Repeat violations is a pretty good indicator of a food safety culture issue

My kids are terrible at remembering things. Everyday one of them forgets at least one of the following: homework; water bottle; to change his socks; to flush; brush their teeth.

There are many more.

As a parent it’s my job to keep reminding them – and it gets frustrating when the same things are done over and over.

But they are 8 and 10. And not running a food business. Their repeated mistakes don’t leave to foodborne illness risks for thousands of customers.

I read the FDA warning letters with fascination every time an email alert comes out. Today’s  highlight for me was that a food business, Reuben’s, cant seem to get stuff straight after repeated reminders from FDA inspectors. In 2005, 2008, 2009, 2016 and again last fall they had issues with facilities, pests and behaviors.

The investigators found the same stuff. That’s frustrating – and kinda shows that the business leadership doesn’t get it, or care.

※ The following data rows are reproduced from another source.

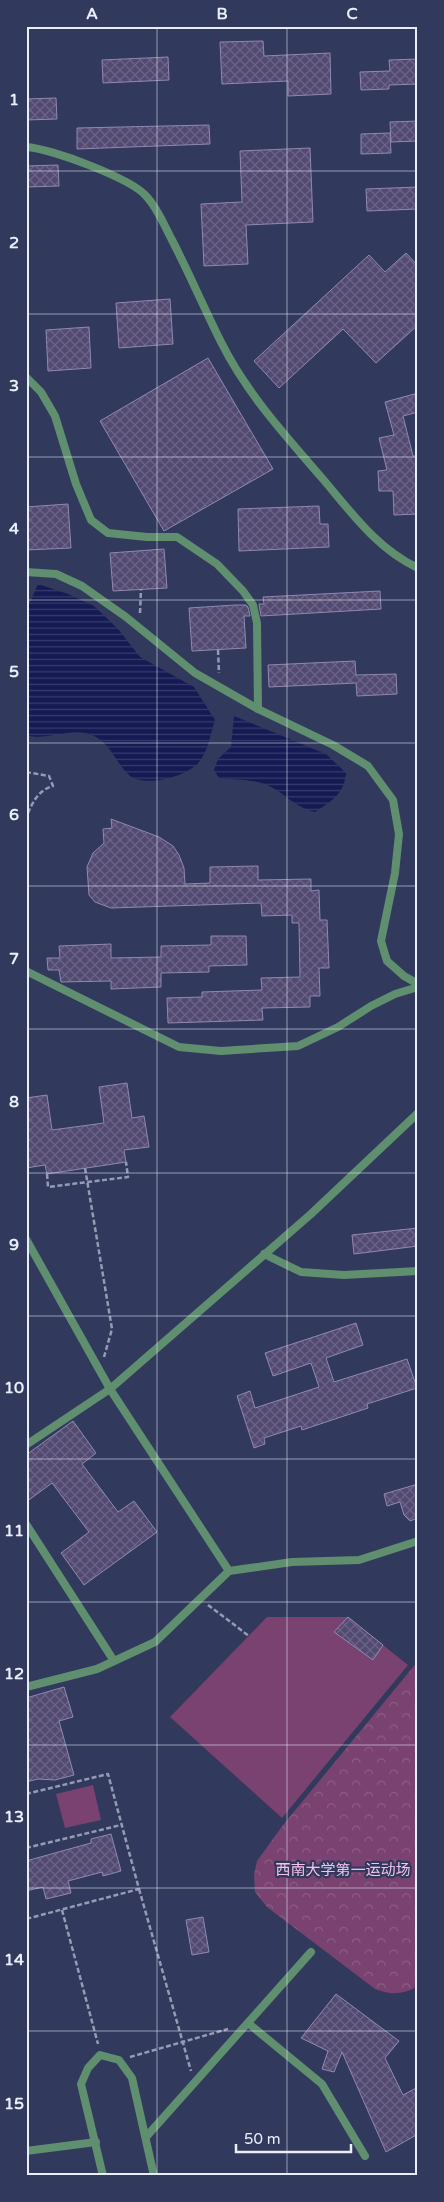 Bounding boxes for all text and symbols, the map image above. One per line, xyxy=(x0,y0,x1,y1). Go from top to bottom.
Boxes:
text: A xyxy=(86,4,98,24)
text: B xyxy=(216,4,228,24)
text: C xyxy=(346,4,358,24)
text: 1 xyxy=(9,90,19,110)
text: 2 xyxy=(9,233,19,253)
text: 3 xyxy=(9,376,19,396)
text: 4 xyxy=(9,519,19,539)
text: 5 xyxy=(9,662,19,682)
text: 6 xyxy=(9,805,19,825)
text: 7 xyxy=(9,949,19,969)
text: 8 xyxy=(9,1092,19,1112)
text: 9 xyxy=(9,1235,19,1255)
text: 10 xyxy=(4,1378,24,1398)
text: 11 xyxy=(4,1521,24,1541)
text: 12 xyxy=(4,1664,24,1684)
text: 13 xyxy=(4,1807,24,1827)
park label: 西南大学第一运动场 xyxy=(275,1861,411,1879)
text: 14 xyxy=(4,1950,24,1970)
text: 15 xyxy=(4,2094,24,2114)
scale bar xyxy=(236,2122,352,2154)
text: 50 m xyxy=(244,2130,281,2148) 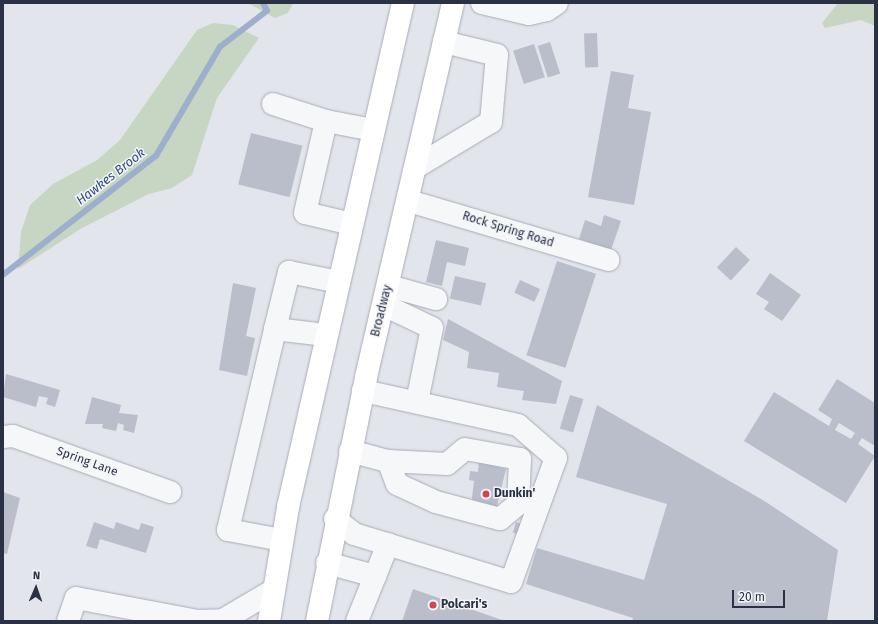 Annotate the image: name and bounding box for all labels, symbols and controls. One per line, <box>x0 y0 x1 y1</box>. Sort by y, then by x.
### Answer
water label: Hawkes Brook <box>73 145 149 209</box>
street label: Rock Spring Road <box>460 209 556 251</box>
street label: Broadway <box>369 284 395 338</box>
street label: Spring Lane <box>54 444 120 480</box>
place label: Dunkin' <box>494 487 535 501</box>
marker: Dunkin' <box>481 489 491 499</box>
north arrow <box>16 568 56 608</box>
text: N <box>33 569 40 582</box>
scale bar <box>734 582 787 608</box>
text: 20 m <box>739 590 765 604</box>
place label: Polcari's <box>441 598 487 612</box>
marker: Polcari's <box>428 600 438 610</box> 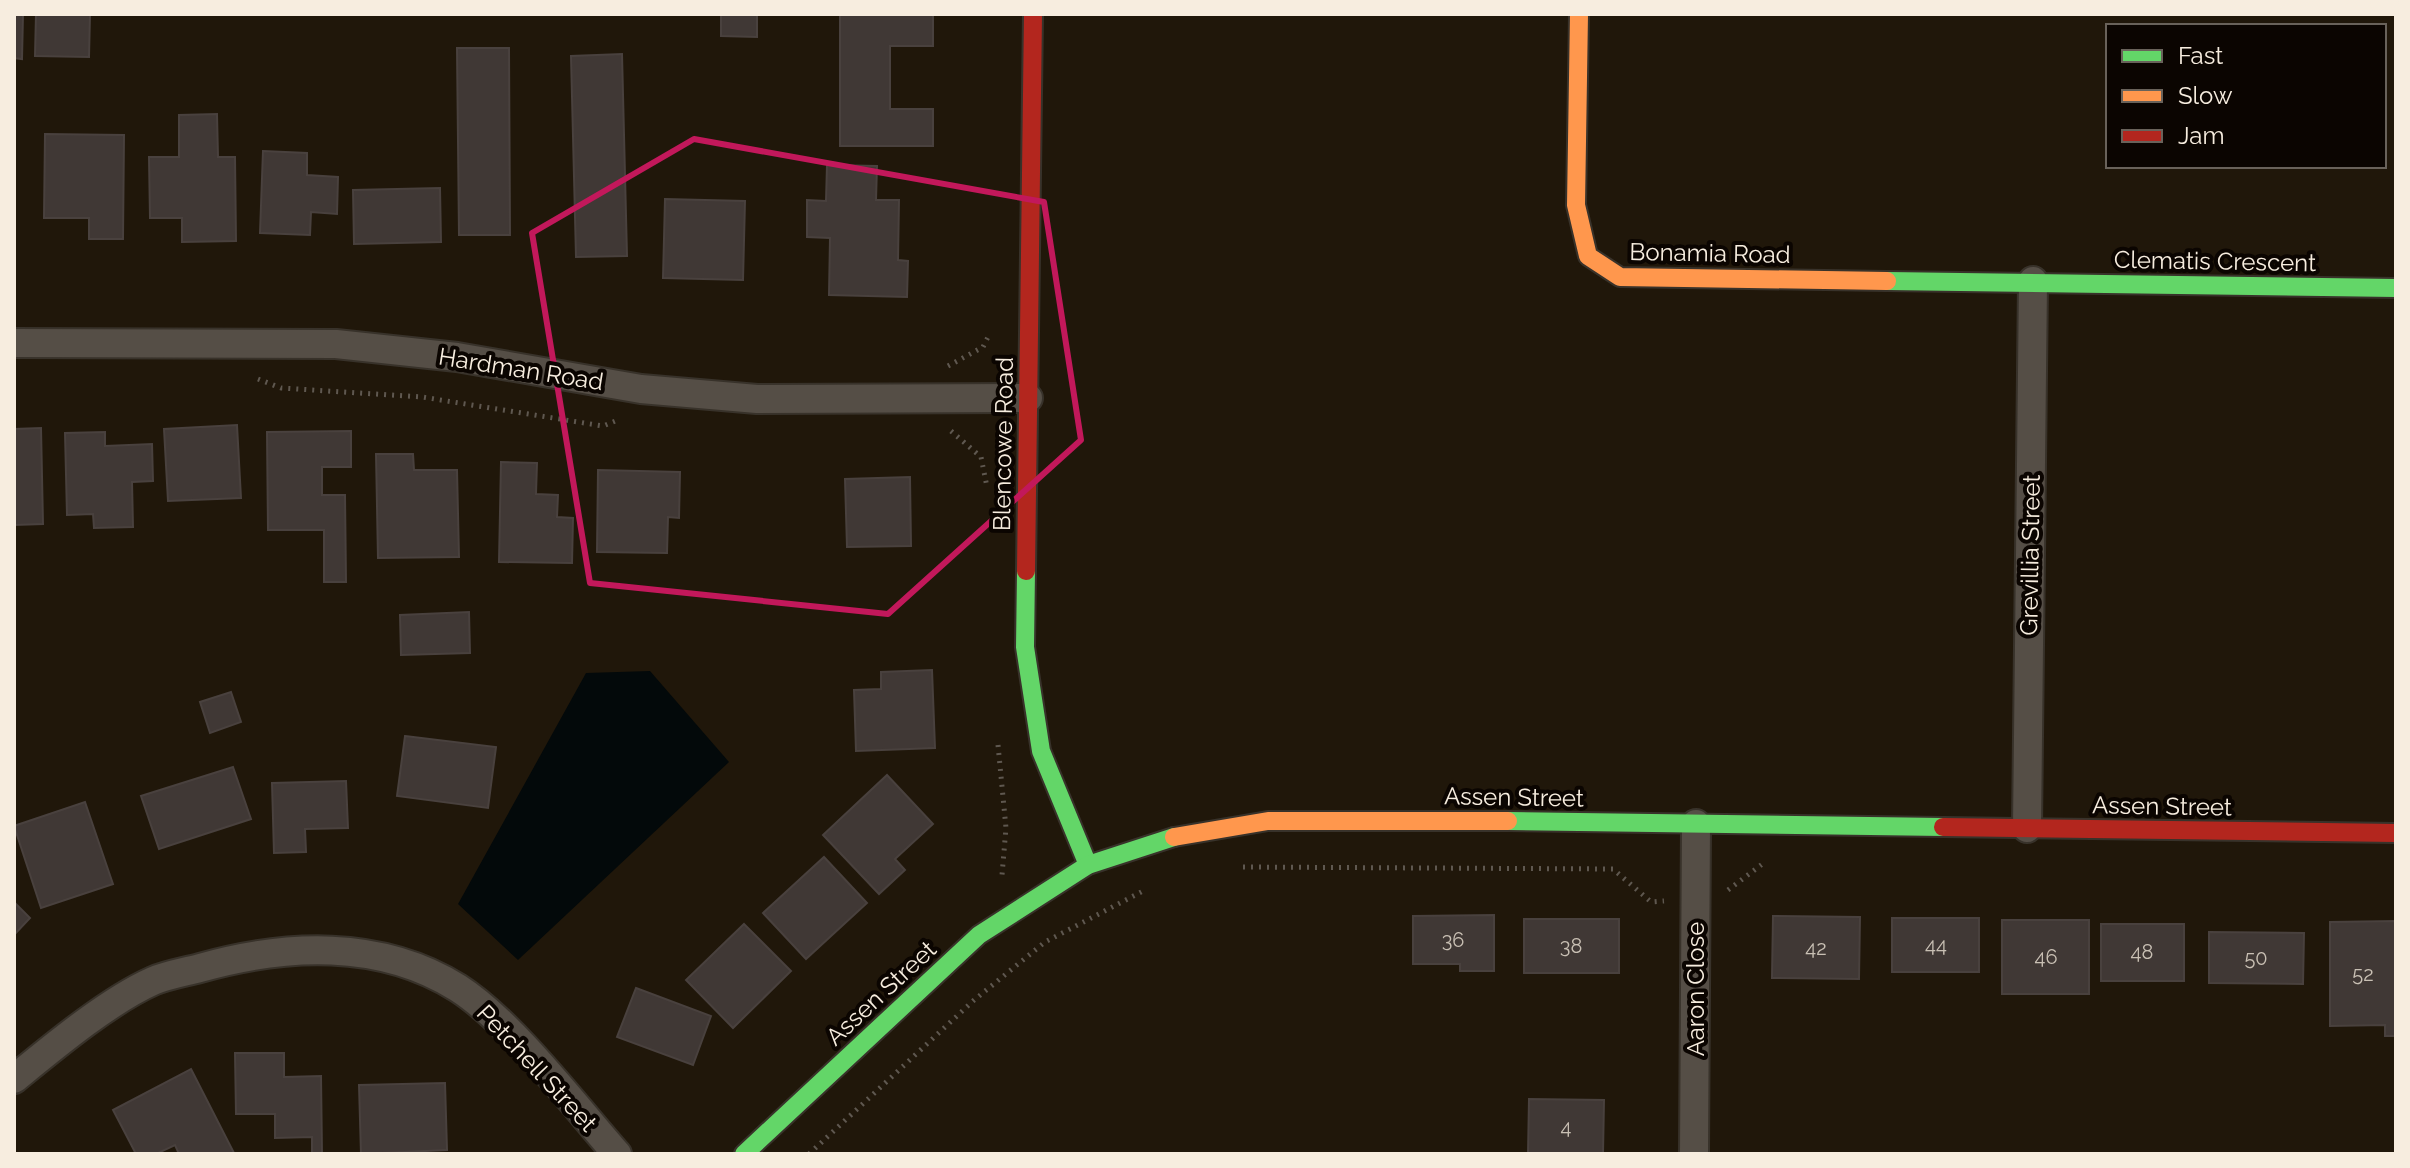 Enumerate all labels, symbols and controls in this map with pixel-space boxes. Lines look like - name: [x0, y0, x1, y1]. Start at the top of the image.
- legend: [2106, 24, 2386, 168]
- text: Fast: [2178, 41, 2223, 70]
- text: Slow: [2178, 81, 2233, 110]
- text: Jam: [2178, 121, 2224, 150]
- street label: Bonamia Road: [1629, 237, 1791, 269]
- street label: Clematis Crescent: [2114, 245, 2316, 277]
- street label: Hardman Road: [436, 342, 606, 396]
- street label: Blencowe Road: [987, 357, 1019, 531]
- street label: Grevillia Street: [2014, 474, 2046, 636]
- street label: Assen Street: [1444, 781, 1584, 813]
- street label: Assen Street: [2092, 790, 2232, 822]
- street label: Aaron Close: [1681, 922, 1710, 1056]
- house number: 36: [1442, 928, 1464, 952]
- house number: 44: [1925, 933, 1947, 957]
- house number: 38: [1560, 934, 1582, 958]
- street label: Assen Street: [820, 935, 942, 1051]
- house number: 42: [1805, 936, 1827, 960]
- house number: 48: [2131, 940, 2153, 964]
- house number: 46: [2035, 945, 2057, 969]
- house number: 50: [2244, 946, 2268, 970]
- house number: 52: [2352, 962, 2374, 986]
- street label: Petchell Street: [471, 999, 603, 1137]
- house number: 4: [1561, 1115, 1572, 1139]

When someone asks me about inspection results at a restaurant or a processor I tell them the limitations of the snapshot, what really matters is how has the business dealt with issues over time. Repeated issues without fixing shows a negative food safety culture in my books.

Here are some other highlights:

Several tiles were missing on the production floor. Water was pooling on the floor where tiles were missing/broken.

Chiles fell onto the dirty floor and were picked up by and placed into the rinse/cooling tank with other roasted chiles

Uncovered chile relleno products were observed in the walk-in freezer. The ceiling directly above the uncovered products displayed an accumulation of condensation drops and peeling paint.

We observed an employee push an uncovered rack of green chile from the walk-in refrigerator into the production area. The sides and top layer of green chile came in direct contact with an curtain which appeared to be soiled with red chile debris and grime.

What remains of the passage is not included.